→ **Action item**
In the entries below, filter for the word "Stesen" and copy every matching line.

→ **Information shown**
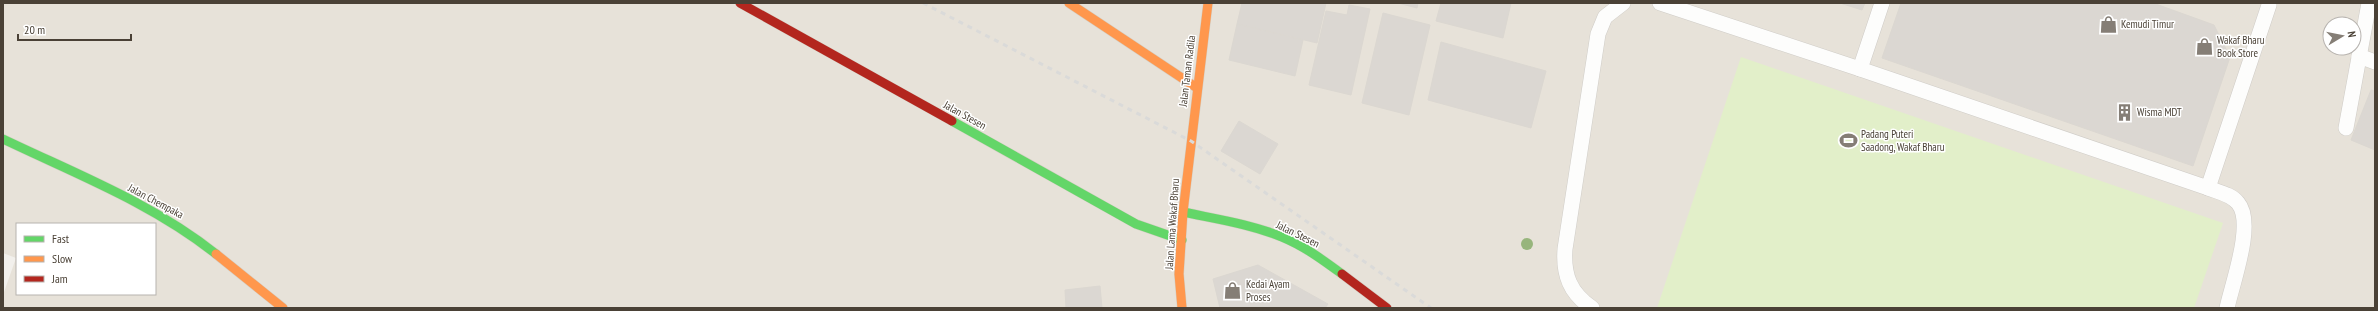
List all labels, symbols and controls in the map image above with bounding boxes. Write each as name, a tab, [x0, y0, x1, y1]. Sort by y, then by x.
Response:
shop icon: Kemudi Timur	[2098, 14, 2118, 34]
scale bar	[18, 16, 131, 42]
north arrow	[2322, 16, 2362, 56]
place label: Kemudi Timur	[2121, 17, 2174, 31]
text: 20 m	[24, 22, 45, 37]
text: N	[2344, 30, 2359, 38]
place label: Wakaf Bharu Book Store	[2217, 33, 2265, 60]
street label: Jalan Taman Radila	[1176, 35, 1198, 108]
shop icon: Wakaf Bharu Book Store	[2194, 36, 2214, 56]
street label: Jalan Stesen	[940, 97, 989, 132]
building icon: Wisma MDT	[2114, 102, 2134, 122]
place label: Wisma MDT	[2137, 105, 2182, 119]
place label: Padang Puteri Saadong, Wakaf Bharu	[1861, 127, 1945, 154]
sports icon: Padang Puteri Saadong, Wakaf Bharu	[1838, 130, 1858, 150]
street label: Jalan Lama Wakaf Bharu	[1162, 178, 1182, 271]
street label: Jalan Chempaka	[125, 180, 186, 221]
street label: Jalan Stesen	[1273, 217, 1322, 251]
legend	[16, 223, 156, 295]
text: Fast	[52, 231, 70, 246]
text: Slow	[52, 251, 73, 266]
text: Jam	[51, 271, 68, 286]
place label: Kedai Ayam Proses	[1246, 277, 1290, 304]
shop icon: Kedai Ayam Proses	[1223, 280, 1243, 300]

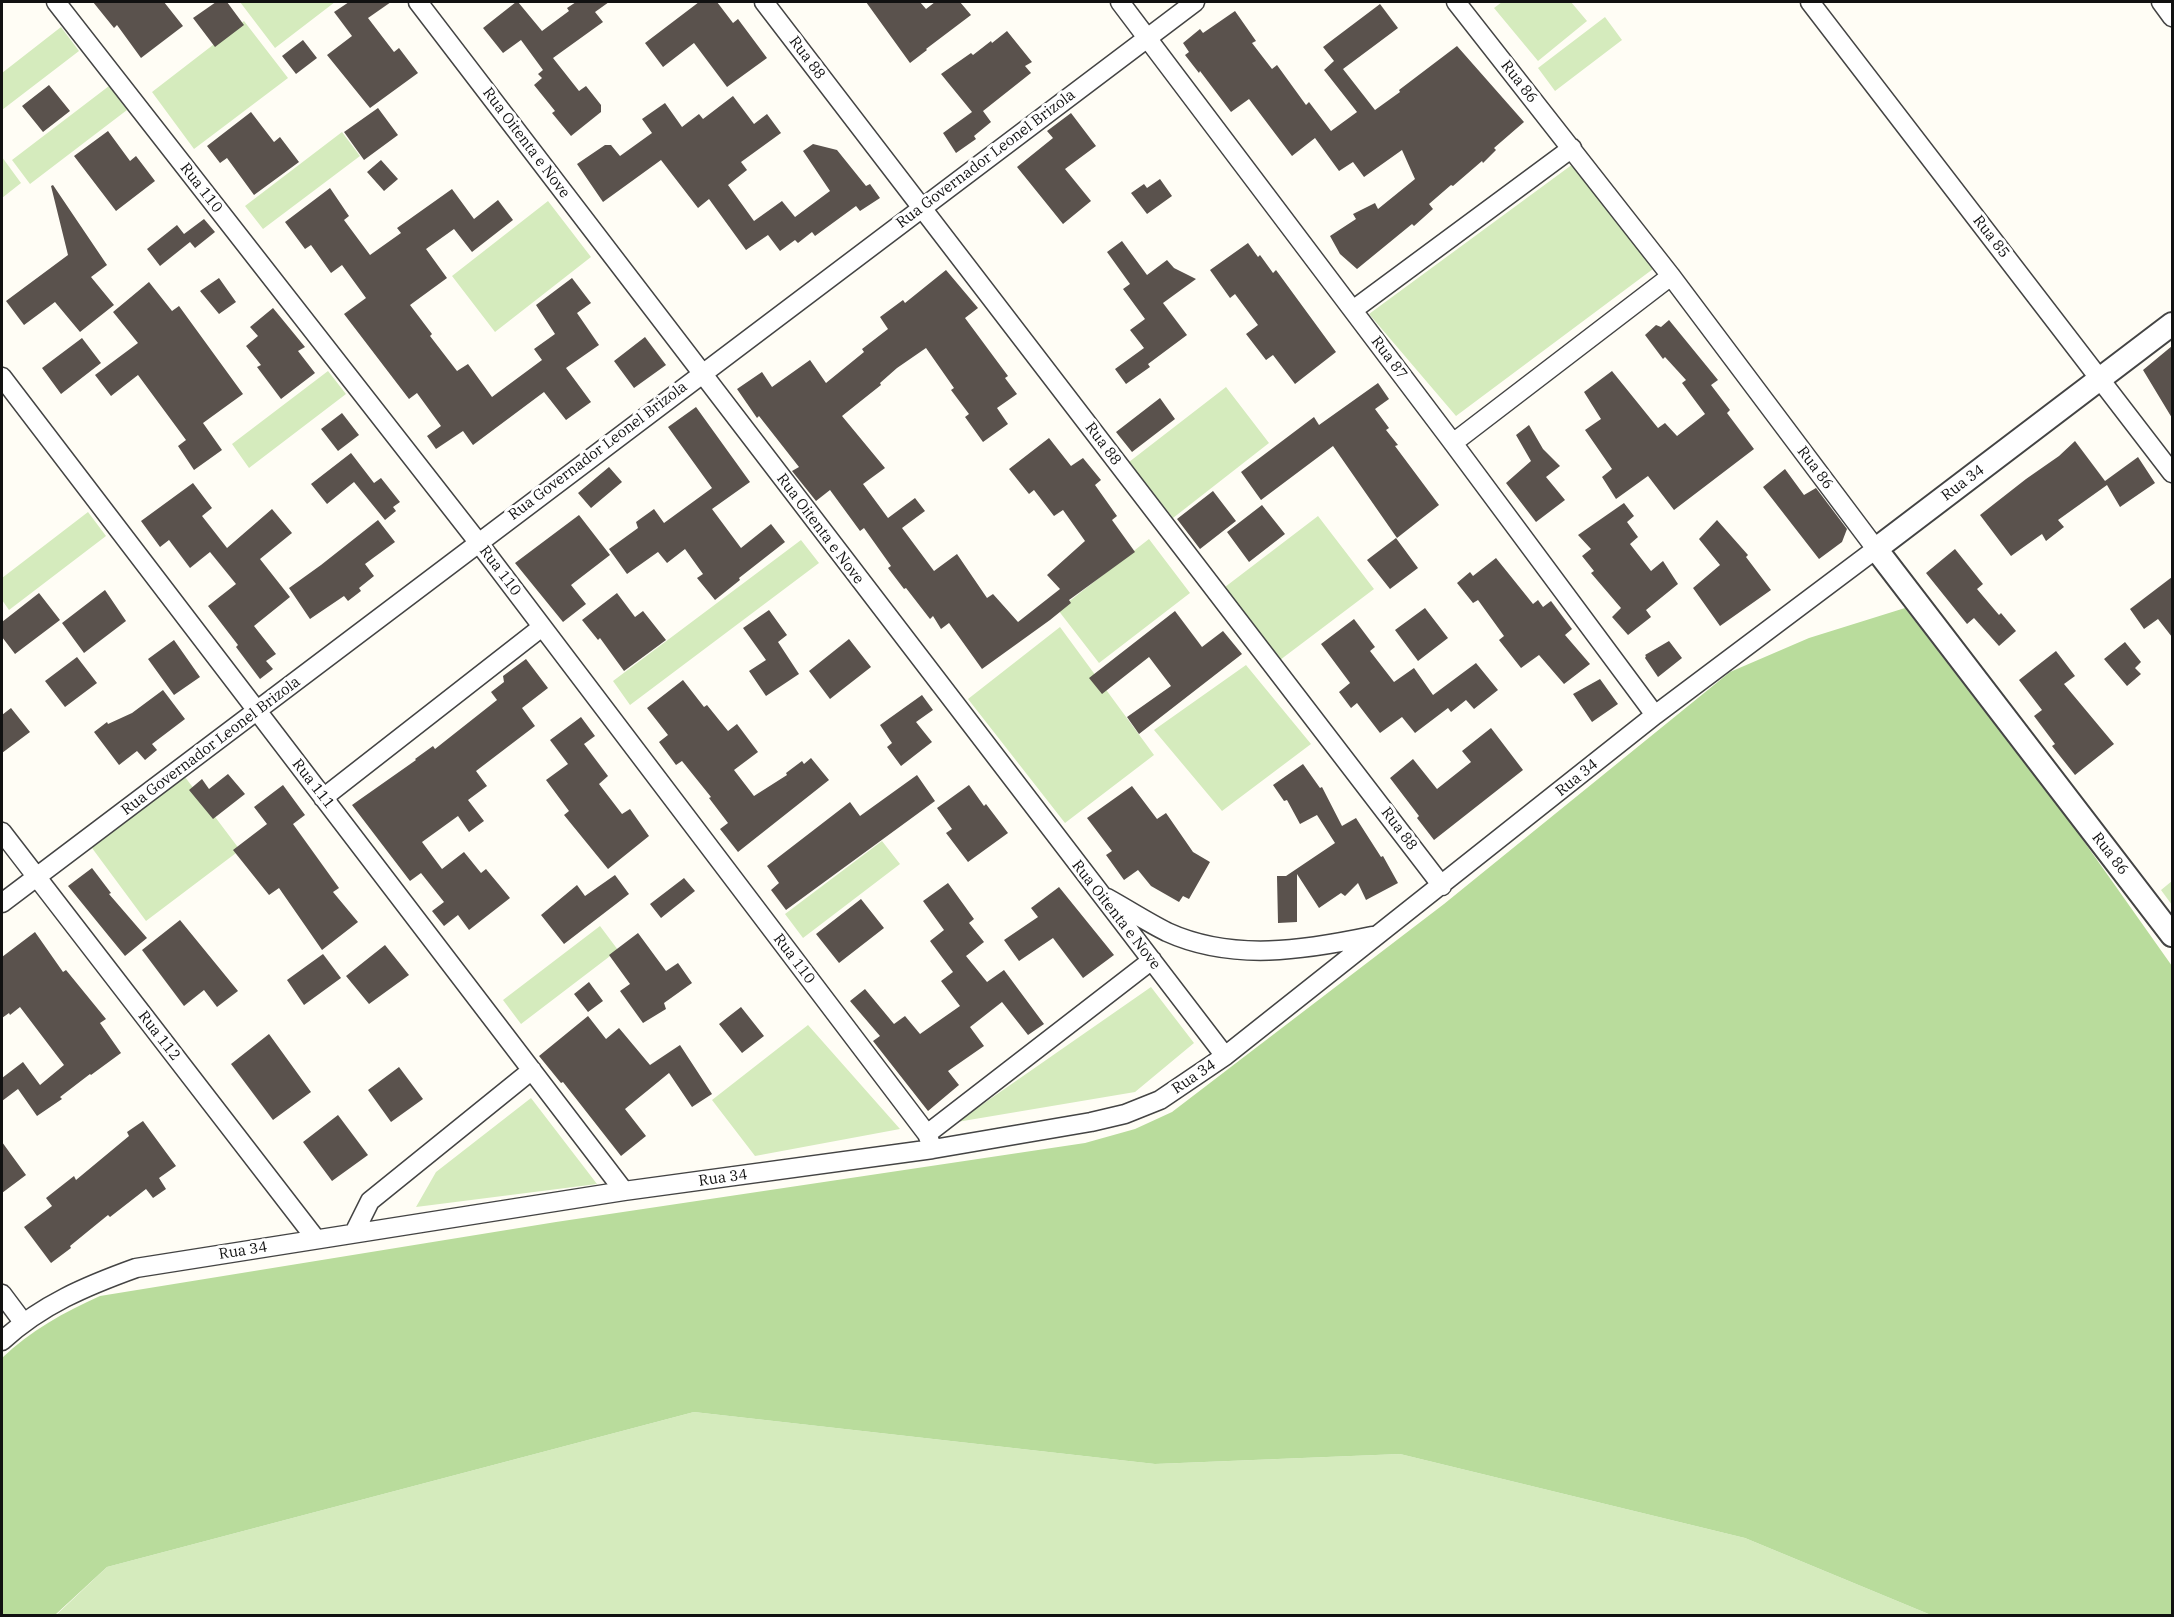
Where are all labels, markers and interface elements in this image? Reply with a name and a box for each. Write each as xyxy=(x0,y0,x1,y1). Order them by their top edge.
street label: Rua 88 xyxy=(785,33,829,83)
street label: Rua 86 xyxy=(1497,57,1541,107)
street label: Rua Oitenta e Nove xyxy=(479,84,573,202)
street label: Rua Governador Leonel Brizola xyxy=(893,86,1079,232)
street label: Rua 110 xyxy=(176,160,226,216)
street label: Rua 85 xyxy=(1969,212,2013,262)
street label: Rua 87 xyxy=(1367,333,1411,383)
street label: Rua Governador Leonel Brizola xyxy=(505,378,691,524)
street label: Rua 88 xyxy=(1081,419,1125,469)
street label: Rua 86 xyxy=(1793,443,1837,493)
street label: Rua 34 xyxy=(1938,461,1988,505)
street label: Rua Oitenta e Nove xyxy=(773,470,867,588)
street label: Rua 110 xyxy=(475,542,525,600)
street label: Rua Governador Leonel Brizola xyxy=(118,673,304,819)
street label: Rua 111 xyxy=(288,756,338,812)
street label: Rua 34 xyxy=(1552,756,1602,800)
street label: Rua 88 xyxy=(1377,804,1421,854)
street label: Rua 86 xyxy=(2088,829,2132,879)
street label: Rua Oitenta e Nove xyxy=(1068,857,1164,973)
street label: Rua 110 xyxy=(769,930,819,988)
street label: Rua 112 xyxy=(134,1008,184,1064)
street label: Rua 34 xyxy=(1169,1056,1219,1098)
street label: Rua 34 xyxy=(698,1166,748,1190)
street label: Rua 34 xyxy=(217,1238,269,1264)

→ **Finished task**
street label: Jalan Stesen	[940, 97, 989, 132]
street label: Jalan Stesen	[1273, 217, 1322, 251]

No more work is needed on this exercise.